=== Exercise materials ===

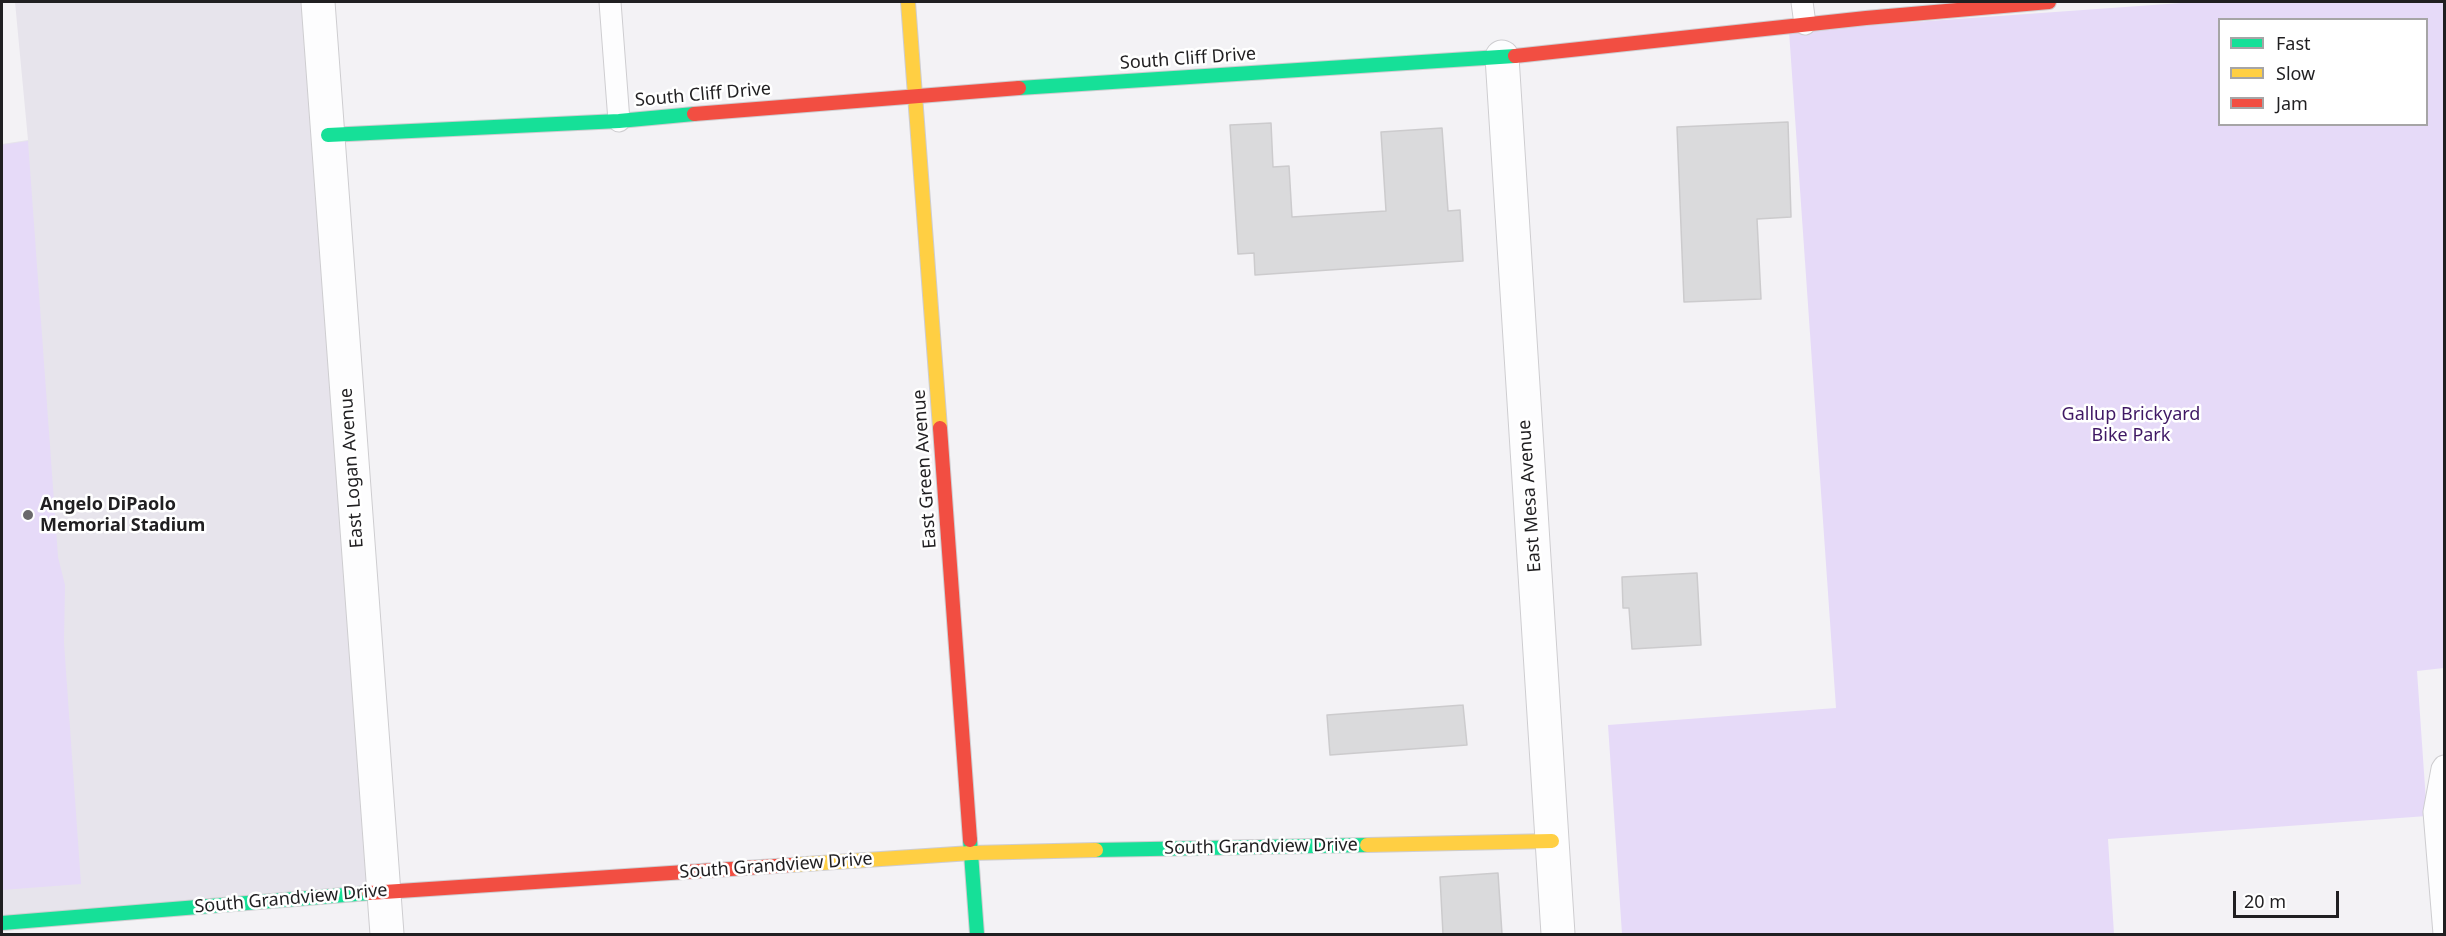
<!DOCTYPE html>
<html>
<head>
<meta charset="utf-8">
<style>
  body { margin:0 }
  #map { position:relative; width:2446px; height:936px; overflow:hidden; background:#f3f2f5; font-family:"Noto Sans",sans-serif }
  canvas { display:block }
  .frame { position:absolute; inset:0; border:3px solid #201f21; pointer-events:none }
  .legend { position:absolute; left:2218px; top:18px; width:210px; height:108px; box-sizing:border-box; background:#fff; border:2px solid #a6a5a6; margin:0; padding:8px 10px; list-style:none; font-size:18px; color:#201f21 }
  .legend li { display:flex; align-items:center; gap:12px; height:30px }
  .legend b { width:30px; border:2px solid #a6a5a6 }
  .scale { position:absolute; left:2233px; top:891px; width:106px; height:27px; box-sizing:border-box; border:3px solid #201f21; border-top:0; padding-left:8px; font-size:18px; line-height:21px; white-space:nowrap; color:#201f21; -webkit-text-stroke:4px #fff; paint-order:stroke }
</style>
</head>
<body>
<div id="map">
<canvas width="2446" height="936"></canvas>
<div class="frame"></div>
<ul class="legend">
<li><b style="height:8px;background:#16e098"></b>Fast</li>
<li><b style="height:8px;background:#ffcf43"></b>Slow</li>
<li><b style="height:8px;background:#f24e42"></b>Jam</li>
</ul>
<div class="scale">20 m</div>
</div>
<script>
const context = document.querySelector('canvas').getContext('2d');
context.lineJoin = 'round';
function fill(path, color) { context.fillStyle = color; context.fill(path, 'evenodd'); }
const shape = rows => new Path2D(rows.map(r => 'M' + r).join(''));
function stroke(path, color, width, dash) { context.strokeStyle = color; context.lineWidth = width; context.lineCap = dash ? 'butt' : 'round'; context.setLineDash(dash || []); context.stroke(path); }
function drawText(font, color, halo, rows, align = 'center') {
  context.font = font + ' "Noto Sans",sans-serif'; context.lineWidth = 5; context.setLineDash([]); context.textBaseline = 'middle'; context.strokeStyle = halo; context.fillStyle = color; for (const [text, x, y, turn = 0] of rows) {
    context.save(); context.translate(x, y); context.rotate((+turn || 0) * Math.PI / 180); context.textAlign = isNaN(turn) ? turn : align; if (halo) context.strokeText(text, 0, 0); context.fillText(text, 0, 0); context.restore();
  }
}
fill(shape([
  [15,2,318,2,384,892,2,923,2,144,28,140]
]), '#e7e4ec');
fill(shape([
  [2195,2,2444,2,2444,668,2417,671,2427,816,2108,839,2114,934,1622,934,1608,725,1836,708,1789,31],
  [2220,20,2426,20,2426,124,2220,124],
  [28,141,58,557,65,585,64,643,81,884,2,890,2,145]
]), '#e6daf8');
const building = shape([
  [1788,122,1791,217,1757,219,1761,299,1684,302,1677,127,1788,122],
  [1271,123,1273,167,1289,166,1292,217,1386,211,1381,132,1442,128,1448,211,1460,210,1463,261,1255,275,1254,253,1238,254,1230,125,1271,123],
  [1697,573,1701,645,1632,649,1629,608,1623,608,1622,577,1697,573],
  [1463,705,1467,745,1330,755,1327,715,1463,705],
  [1498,873,1502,934,1443,934,1440,877,1498,873]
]);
fill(building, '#dadadc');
stroke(building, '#cccbcd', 1.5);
const lane = shape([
  [610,2,619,121],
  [1802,2,1805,24],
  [2444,934,2434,812,2442,769,2444,766]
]);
const street = shape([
  [318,2,387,934],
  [1502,57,1558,934]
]);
const fast = shape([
  [1019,88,1515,56],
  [328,135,619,121,694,114],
  [970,840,977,934],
  [1096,850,1367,845],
  [2,923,369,893]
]);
const slow = shape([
  [908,2,940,428],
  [1367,845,1552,841],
  [791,865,971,853,1096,850]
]);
const jam = shape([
  [1515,56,1866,18,2049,2],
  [694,114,1019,88],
  [940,428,970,840],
  [369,893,791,865]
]);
stroke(lane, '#cecdd0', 23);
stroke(street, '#cecdd0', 35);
stroke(fast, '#cecdd0', 16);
stroke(slow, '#cecdd0', 16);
stroke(jam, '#cecdd0', 16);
stroke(lane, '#fdfdfe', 21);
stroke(street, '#fdfdfe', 33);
stroke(fast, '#16e098', 14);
stroke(slow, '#ffcf43', 14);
stroke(jam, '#f24e42', 14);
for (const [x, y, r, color] of [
  [28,515,6,"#6a696b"]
]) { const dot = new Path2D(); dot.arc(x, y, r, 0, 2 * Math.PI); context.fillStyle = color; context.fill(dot); stroke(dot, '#fff', 2); }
drawText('18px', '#201f21', '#fff', [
  ["South Cliff Drive",1188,59,-4],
  ["South Cliff Drive",703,95,-5],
  ["East Logan Avenue",352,468,-94],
  ["East Green Avenue",925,469,-94],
  ["East Mesa Avenue",1530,496,-94],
  ["South Grandview Drive",1261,847,-1],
  ["South Grandview Drive",776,866,-4],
  ["South Grandview Drive",291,899,-5]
]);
drawText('18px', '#3f1864', '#fff', [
  ["Gallup Brickyard",2131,415],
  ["Bike Park",2131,436]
]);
drawText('bold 18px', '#201f21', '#fff', [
  ["Angelo DiPaolo",40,505],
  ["Memorial Stadium",40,526]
], 'left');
</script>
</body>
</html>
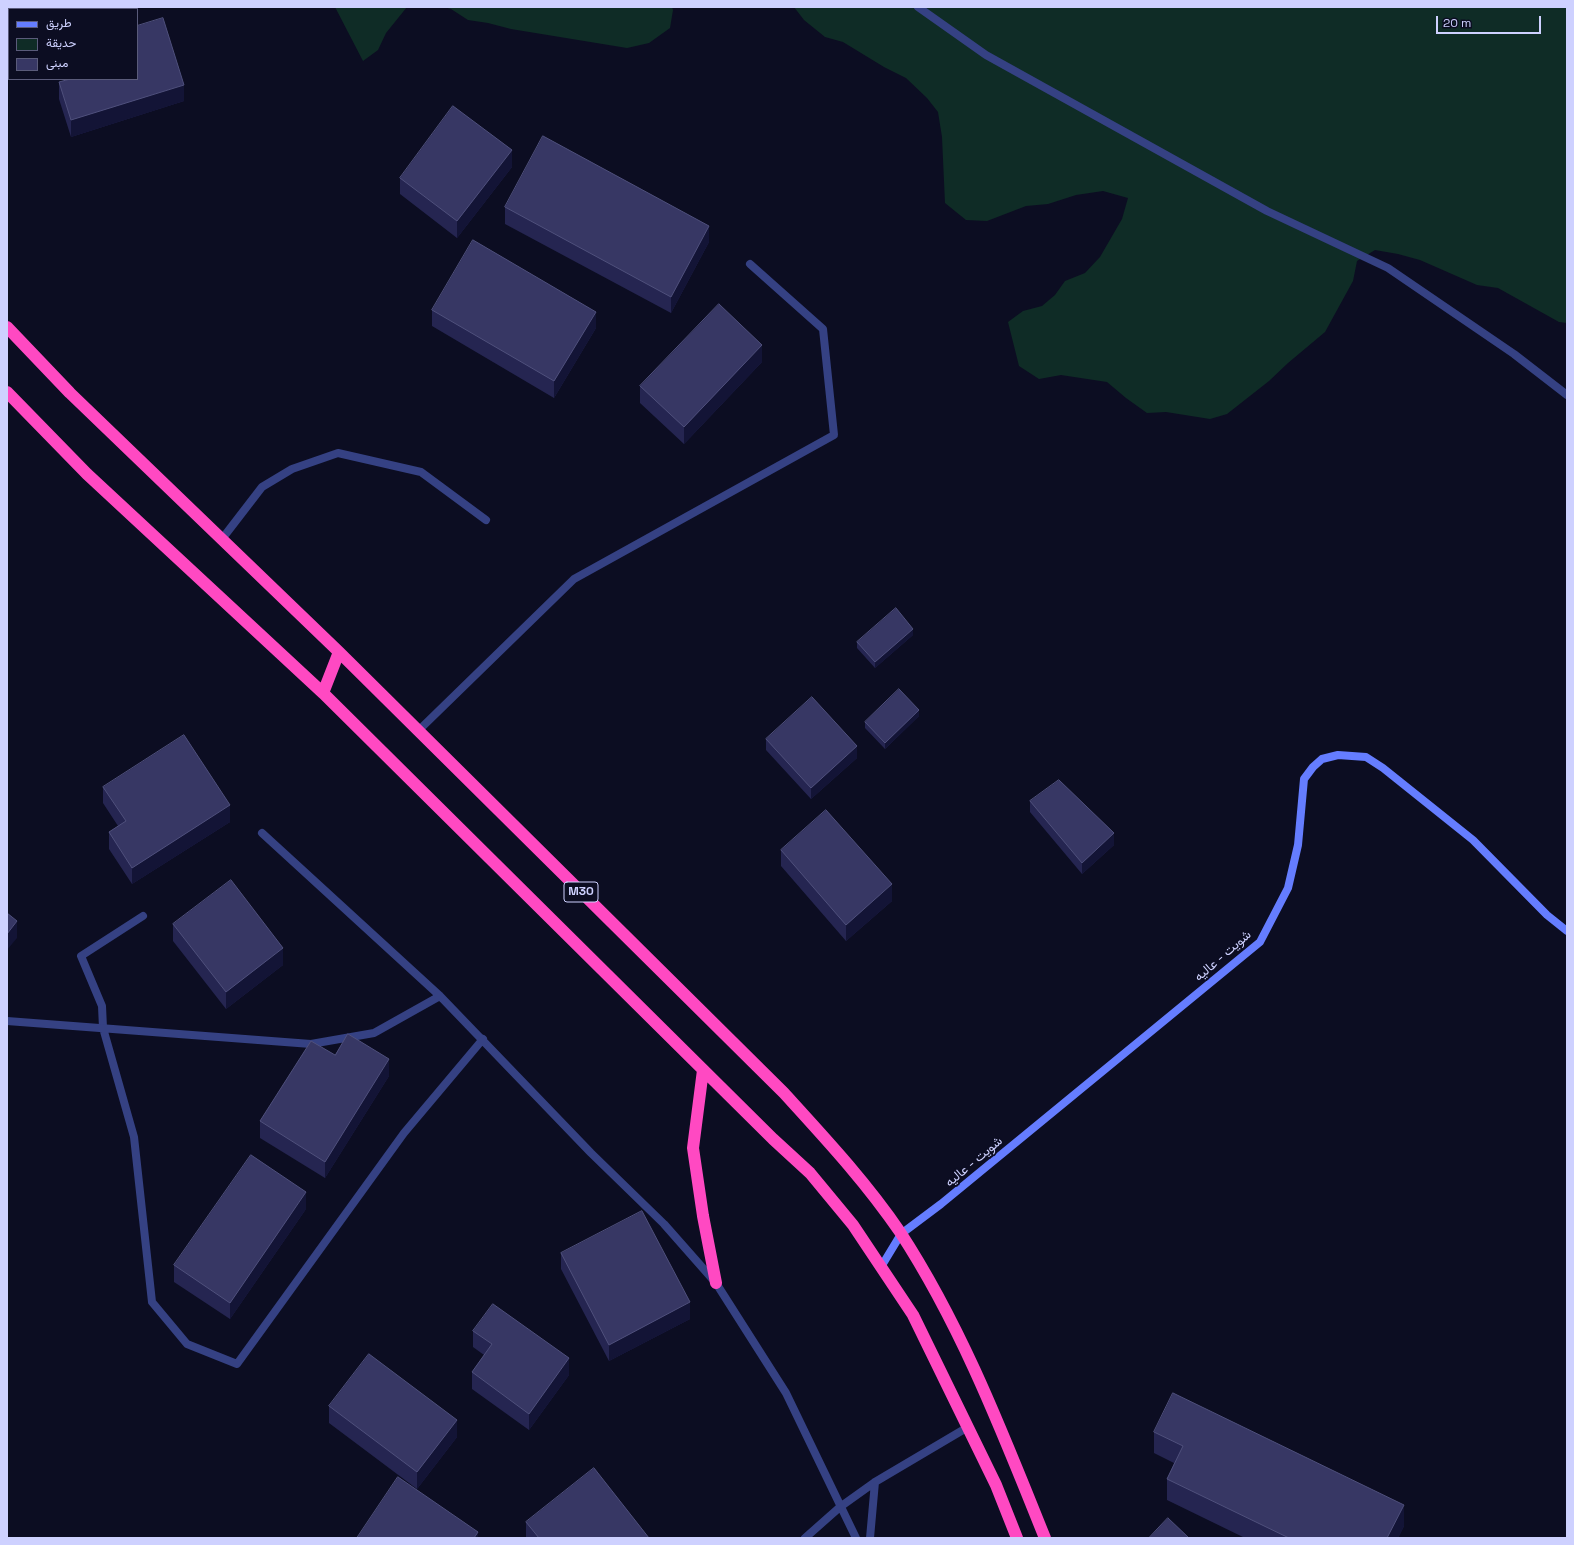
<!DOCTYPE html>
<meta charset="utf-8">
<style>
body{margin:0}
#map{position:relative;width:1574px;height:1545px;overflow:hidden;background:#0c0d22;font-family:"Space Grotesk",Vazirmatn,sans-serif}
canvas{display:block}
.frame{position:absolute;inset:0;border:8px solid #ced1ff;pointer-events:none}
.legend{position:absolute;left:8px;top:8px;width:130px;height:72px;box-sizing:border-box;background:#0c0d22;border:1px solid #5a5b7a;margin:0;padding:5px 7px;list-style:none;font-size:12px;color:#ced1ff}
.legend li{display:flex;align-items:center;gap:8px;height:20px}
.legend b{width:20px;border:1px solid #5a5b7a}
.scale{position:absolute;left:1436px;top:16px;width:105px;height:18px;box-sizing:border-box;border:2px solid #ced1ff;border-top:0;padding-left:5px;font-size:12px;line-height:14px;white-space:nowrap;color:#ced1ff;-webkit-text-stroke:3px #0c0d22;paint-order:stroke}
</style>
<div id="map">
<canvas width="1574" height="1545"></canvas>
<div class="frame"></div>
<ul class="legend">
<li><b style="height:5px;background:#657dff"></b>طريق</li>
<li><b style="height:11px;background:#0f2c26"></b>حديقة</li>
<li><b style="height:11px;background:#373764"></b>مبنى</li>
</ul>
<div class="scale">20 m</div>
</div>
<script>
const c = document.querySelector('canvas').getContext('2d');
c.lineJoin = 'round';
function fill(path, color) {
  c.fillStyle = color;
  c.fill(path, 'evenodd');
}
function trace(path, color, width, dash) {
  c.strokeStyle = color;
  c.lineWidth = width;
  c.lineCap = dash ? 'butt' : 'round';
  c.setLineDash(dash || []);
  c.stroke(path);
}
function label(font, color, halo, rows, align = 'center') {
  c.font = font + ' "Space Grotesk",Vazirmatn,sans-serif';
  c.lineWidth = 3.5;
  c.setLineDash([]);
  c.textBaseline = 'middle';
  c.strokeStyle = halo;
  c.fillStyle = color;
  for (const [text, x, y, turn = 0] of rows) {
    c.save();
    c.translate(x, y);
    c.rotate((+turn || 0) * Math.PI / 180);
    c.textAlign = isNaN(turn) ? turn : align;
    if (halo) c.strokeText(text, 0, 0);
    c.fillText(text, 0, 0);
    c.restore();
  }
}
fill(new Path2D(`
 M 335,7 L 407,7 L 386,33 L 378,50 L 363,61 Z
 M 444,7 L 672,7 L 673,10 L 670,28 L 649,43 L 627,48 L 511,29 L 488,23 L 468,20 L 451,9 Z
 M 794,7 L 1567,7 L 1567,323 L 1559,322 L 1498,288 L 1477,285 L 1420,260 L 1398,254 L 1375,250 L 1357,261 L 1353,281 L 1325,332 L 1288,363 L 1269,381 L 1227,414 L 1210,419 L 1166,412 L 1147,413 L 1126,398 L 1107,382 L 1061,375 L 1039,379 L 1019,366 L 1008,322 L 1023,311 L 1042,306 L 1055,295 L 1065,281 L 1085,273 L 1100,257 L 1122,219 L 1128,198 L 1103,191 L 1076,195 L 1048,204 L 1026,206 L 987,221 L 966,220 L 945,203 L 942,137 L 938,112 L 927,98 L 906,78 L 884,67 L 843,42 L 825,37 L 804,20 Z`), '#0f2c26');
trace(new Path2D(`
 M 222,539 L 262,487 L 292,469 L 338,453 L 421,472 L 486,520
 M 103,1028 L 102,1006 L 81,956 L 143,916`), '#354183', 8);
trace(new Path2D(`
 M 918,7 L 986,55 L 1267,211 L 1388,268 L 1514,354 L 1567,395
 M 418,731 L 574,579 L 834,435 L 823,329 L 750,264
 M 262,833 L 440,996 L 591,1153 L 664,1224 L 716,1283 L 786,1393 L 856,1538
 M 7,1021 L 311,1044 L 374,1033 L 440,996
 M 103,1028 L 134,1137 L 152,1302 L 187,1344 L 237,1364 L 404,1133 L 483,1039
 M 805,1538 L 840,1507 L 875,1482 L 968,1427
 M 870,1538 L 875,1482`), '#354183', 8);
trace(new Path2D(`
 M 881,1267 L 901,1234 L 941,1204 L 1260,942 L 1288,888 L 1298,845 L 1304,779 L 1313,767 L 1322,759 L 1338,755 L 1366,757 L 1383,768 L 1473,840 L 1547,915 L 1567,931`), '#657dff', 8);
trace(new Path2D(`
 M 7,327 L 70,393 L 339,652 L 784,1093 C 825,1138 866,1182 900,1232 C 962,1327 1003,1434 1045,1538
 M 7,392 L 87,474 L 323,693 L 773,1139 L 810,1173 L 853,1225 L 913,1315 L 996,1485 L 1017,1538
 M 323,693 L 339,652
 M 703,1070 L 693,1148 L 703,1216 L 716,1283`), '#ff49c2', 12);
fill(new Path2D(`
 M 59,82 L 184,101 L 71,137 L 59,99 Z
 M 512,167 L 457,238 L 400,194 L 400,178 Z
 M 505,207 L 709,242 L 671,313 L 505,224 Z
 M 432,310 L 596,328 L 554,398 L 432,326 Z
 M 762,362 L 684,444 L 640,403 L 640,386 Z
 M 913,635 L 875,668 L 857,648 L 857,642 Z
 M 919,716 L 885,749 L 865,728 L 865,722 Z
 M 766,739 L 857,758 L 811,799 L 766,750 Z
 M 103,787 L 230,822 L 132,884 L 109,849 L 109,832 L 118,826 L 103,803 Z
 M 1030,801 L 1114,845 L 1082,874 L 1030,812 Z
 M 781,850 L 892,901 L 846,941 L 781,866 Z
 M 173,924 L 283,965 L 226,1009 L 173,941 Z
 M 335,1055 L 389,1076 L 325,1178 L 260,1138 L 260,1121 Z
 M 306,1209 L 230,1319 L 174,1282 L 174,1265 Z
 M 561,1253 L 690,1319 L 609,1361 L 561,1269 Z
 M 473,1331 L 569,1375 L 529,1430 L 472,1389 L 472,1372 L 484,1355 L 473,1347 Z
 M 329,1406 L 457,1437 L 417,1489 L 329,1423 Z
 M 1154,1432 L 1404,1526 L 1398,1538 L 1245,1538 L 1167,1500 L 1167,1479 L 1174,1463 L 1154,1453 Z
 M 526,1522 L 649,1538 L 526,1538 Z`), '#252551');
fill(new Path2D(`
 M 184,85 L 184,101 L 71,137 L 71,120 Z
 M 512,150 L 512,167 L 457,238 L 457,221 Z
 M 709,226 L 709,242 L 671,313 L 671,297 Z
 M 596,312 L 596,328 L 554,398 L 554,381 Z
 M 762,345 L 762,362 L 684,444 L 684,427 Z
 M 913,629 L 913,635 L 875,668 L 875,662 Z
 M 919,710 L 919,716 L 885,749 L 885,743 Z
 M 857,746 L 857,758 L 811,799 L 811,788 Z
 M 230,805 L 230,822 L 132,884 L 132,868 Z
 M 1114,833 L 1114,845 L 1082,874 L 1082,863 Z
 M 892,884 L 892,901 L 846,941 L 846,925 Z
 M 17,921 L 17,938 L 7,950 L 7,934 Z
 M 283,948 L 283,965 L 226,1009 L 226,992 Z
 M 389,1059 L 389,1076 L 325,1178 L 325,1162 Z
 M 306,1192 L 306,1209 L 230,1319 L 230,1303 Z
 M 690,1302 L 690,1319 L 609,1361 L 609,1345 Z
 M 569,1358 L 569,1375 L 529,1430 L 529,1414 Z
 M 457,1420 L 457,1437 L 417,1489 L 417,1472 Z
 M 1404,1505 L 1404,1526 L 1398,1538 L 1387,1538 Z
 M 478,1532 L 478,1538 L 474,1538 Z`), '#131436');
const building = new Path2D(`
 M 163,18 L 184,85 L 71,120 L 59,82 L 70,79 L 137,79 L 137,26 Z
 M 453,106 L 512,150 L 457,221 L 400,178 Z
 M 543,136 L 709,226 L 671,297 L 505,207 Z
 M 473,240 L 596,312 L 554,381 L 432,310 Z
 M 719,304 L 762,345 L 684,427 L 640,386 Z
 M 896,608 L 913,629 L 875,662 L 857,642 Z
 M 899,689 L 919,710 L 885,743 L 865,722 Z
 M 812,697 L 857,746 L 811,788 L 766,739 Z
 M 184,735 L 230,805 L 132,868 L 109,832 L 126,821 L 103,787 Z
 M 1059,780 L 1114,833 L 1082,863 L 1030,801 Z
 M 826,810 L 892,884 L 846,925 L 781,850 Z
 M 231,880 L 283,948 L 226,992 L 173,924 Z
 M 7,913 L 17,921 L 7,934 Z
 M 348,1034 L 389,1059 L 325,1162 L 260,1121 L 311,1041 L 335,1055 Z
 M 251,1155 L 306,1192 L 230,1303 L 174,1265 Z
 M 642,1211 L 690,1302 L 609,1345 L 561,1253 Z
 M 493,1304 L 569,1358 L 529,1414 L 472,1372 L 492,1344 L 473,1331 Z
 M 369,1354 L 457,1420 L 417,1472 L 329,1406 Z
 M 1173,1393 L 1404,1505 L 1387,1538 L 1289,1538 L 1167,1479 L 1183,1446 L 1154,1432 Z
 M 594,1468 L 649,1538 L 539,1538 L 526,1522 Z
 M 398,1477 L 478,1532 L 474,1538 L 357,1538 Z
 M 1168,1518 L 1189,1538 L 1149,1538 Z`);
fill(building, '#373764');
trace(building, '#4f507c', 1);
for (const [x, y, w] of [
 [581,892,34]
]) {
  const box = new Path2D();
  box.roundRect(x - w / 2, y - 10, w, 20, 3);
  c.fillStyle = '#0c0d22';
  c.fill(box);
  trace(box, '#ced1ff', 1);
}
label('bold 12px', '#ced1ff', null, [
 ["M30",581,892]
]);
label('13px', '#ced1ff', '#0c0d22', [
 ["شويت - عاليه",1223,956,-41],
 ["شويت - عاليه",974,1162,-40]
]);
</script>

===

Problem statement:
If a line in the records includes "restore", it counts toward the total; report that total by itself.

Output below:
2